VLSR - Calculating Bandwidth Requirements for vSphere Replication

Products

VMware Live Recovery VMware vSphere ESXi

Issue/Introduction

Storage and network bandwidth requirements can increase when using vSphere Replication. Besides the network transfers of replicated data from the primary site to the vSphere Replication server, and the transfers from the vSphere Replication server to the ESXi host, the host writes the data to storage once and then, due to the use of redo log snapshots, reads the data back and rewrites it to storage.

The amount of network bandwidth that vSphere Replication requires to replicate virtual machines efficiently depends on several factors in your environment.

Network-based storage
Size of dataset
Data change rate
Recovery point objective (RPO)
Link speed

Network-Based Storage

Network bandwidth requirements increase if all storage is network-based, because data operations between the host and the storage also use the network. Each piece of replicated data travels over the network several times.

Between the host running the replicated virtual machine and the vSphere Replication server.
Between the vSphere Replication server and a host with access to the replication target datastore.
Between the host and storage.
When redo logs have to be collapsed, between storage and the host (twice).

You should be aware of these levels of traffic when planning your deployment, and if necessary acquire more networking hardware and resources to support your workload.

Network-based storage is primarily a concern when you are replicating virtual machines within a single vCenter Server instance that shares the network for all the items listed above. When you have two sites with a vCenter Server instance on each site, the main bottleneck is the link speed between the two sites. The rest of the load that occurs in the second vCenter Server instance is not as important as it is with a single vCenter Server instance.

Size of Dataset

Usually, vSphere Replication does not protect every virtual machine in your environment. Similarly, vSphere Replication does not necessarily protect every VMDK file in the protected virtual machines. To evaluate the size of the dataset that vSphere Replication protects, you must look at the datastores and calculate the percentage of the total storage that you use for virtual machines that you protect with vSphere Replication. You must then calculate the number of VMDKs within that subset that you have configured for replication.
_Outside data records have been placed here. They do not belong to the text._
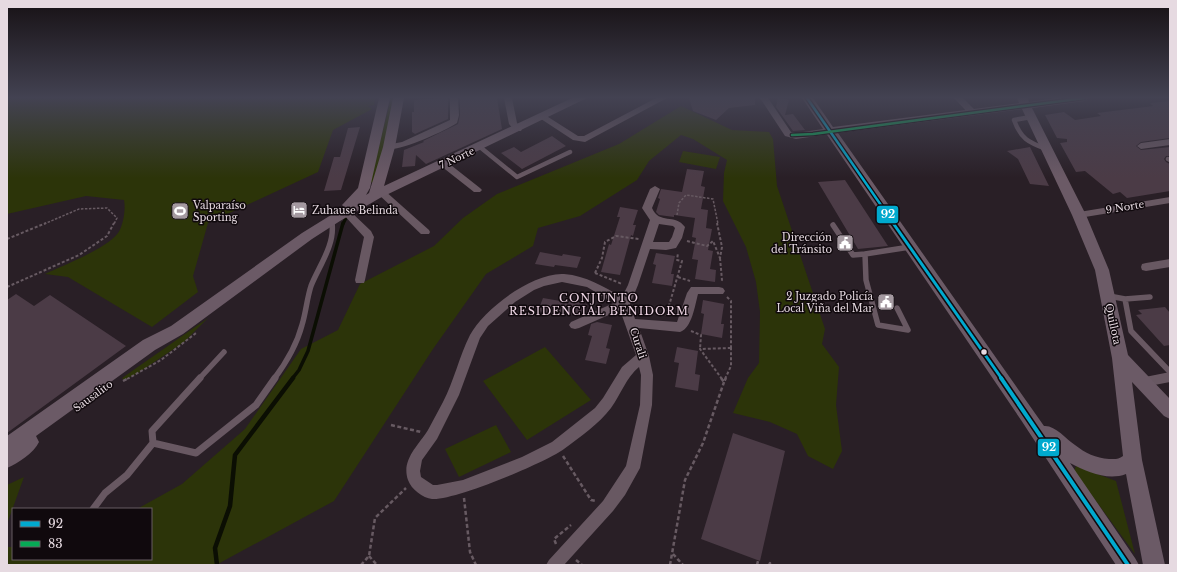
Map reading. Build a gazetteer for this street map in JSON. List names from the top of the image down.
{
  "streets": {
    "main road": ["7 Norte", "Quillota", "Sausalito"],
    "street": ["9 Norte", "Curali"]
  },
  "crossings": [
    ["7 Norte", "Sausalito"],
    ["9 Norte", "Quillota"]
  ],
  "districts": ["CONJUNTO RESIDENCIAL BENIDORM"],
  "places": {
    "hotel": ["Zuhause Belinda"],
    "sports": ["Valparaíso Sporting"],
    "public building": ["Dirección del Tránsito", "2 Juzgado Policía Local Viña del Mar"]
  },
  "lines": ["transit line 92", "transit line 83"],
  "legend": ["92", "83"]
}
For example, suppose you have 2TB of virtual machines on the datastores and you use vSphere Replication to protect half of these virtual machines. You might only protect a subset of the VMDKs, but this example assumes that all the VMDKs are protected. So, the maximum amount of data for replication is 1TB.

Data Change Rate

The data change rate, or churn, is the key to all calculations with vSphere Replication. vSphere Replication does not replicate every block of the protected dataset. The data change rate is very tightly coupled with the recovery point objective (RPO). To estimate the size of the data transfer for each replication, you must evaluate how many blocks change in a given RPO for a virtual machine. This is not always easy to estimate, so try to estimate overall averages. For example, you can estimate that you have a daily data change rate of 10% of the dataset that vSphere Replication protects. If the protected dataset is 1TB and the data change rate is 10% per day, the set of blocks to transfer each day equals approximately 100GB.

However, not all of the100GB necessarily needs to be transferred. vSphere Replication transfers blocks based on the RPO schedule. If you set an RPO of 1 hour, vSphere Replication transfers any block that has changed in that hour in order to meet that RPO. This does not mean that vSphere Replication transfers a block every time that it changes. If a given block changes 100 times within an hour, vSphere Replication does not transfer it 100 times. vSphere Replication only transfers the block once, in its current state at the moment that vSphere Replication creates the bundle of blocks for transfer. vSphere Replication only registers that the block has changed within the RPO period, not how many times it changed. The average daily data change rate therefore provides a high watermark rather than a realistic estimation of how much data vSphere Replication transfers, or how often the transfers occur.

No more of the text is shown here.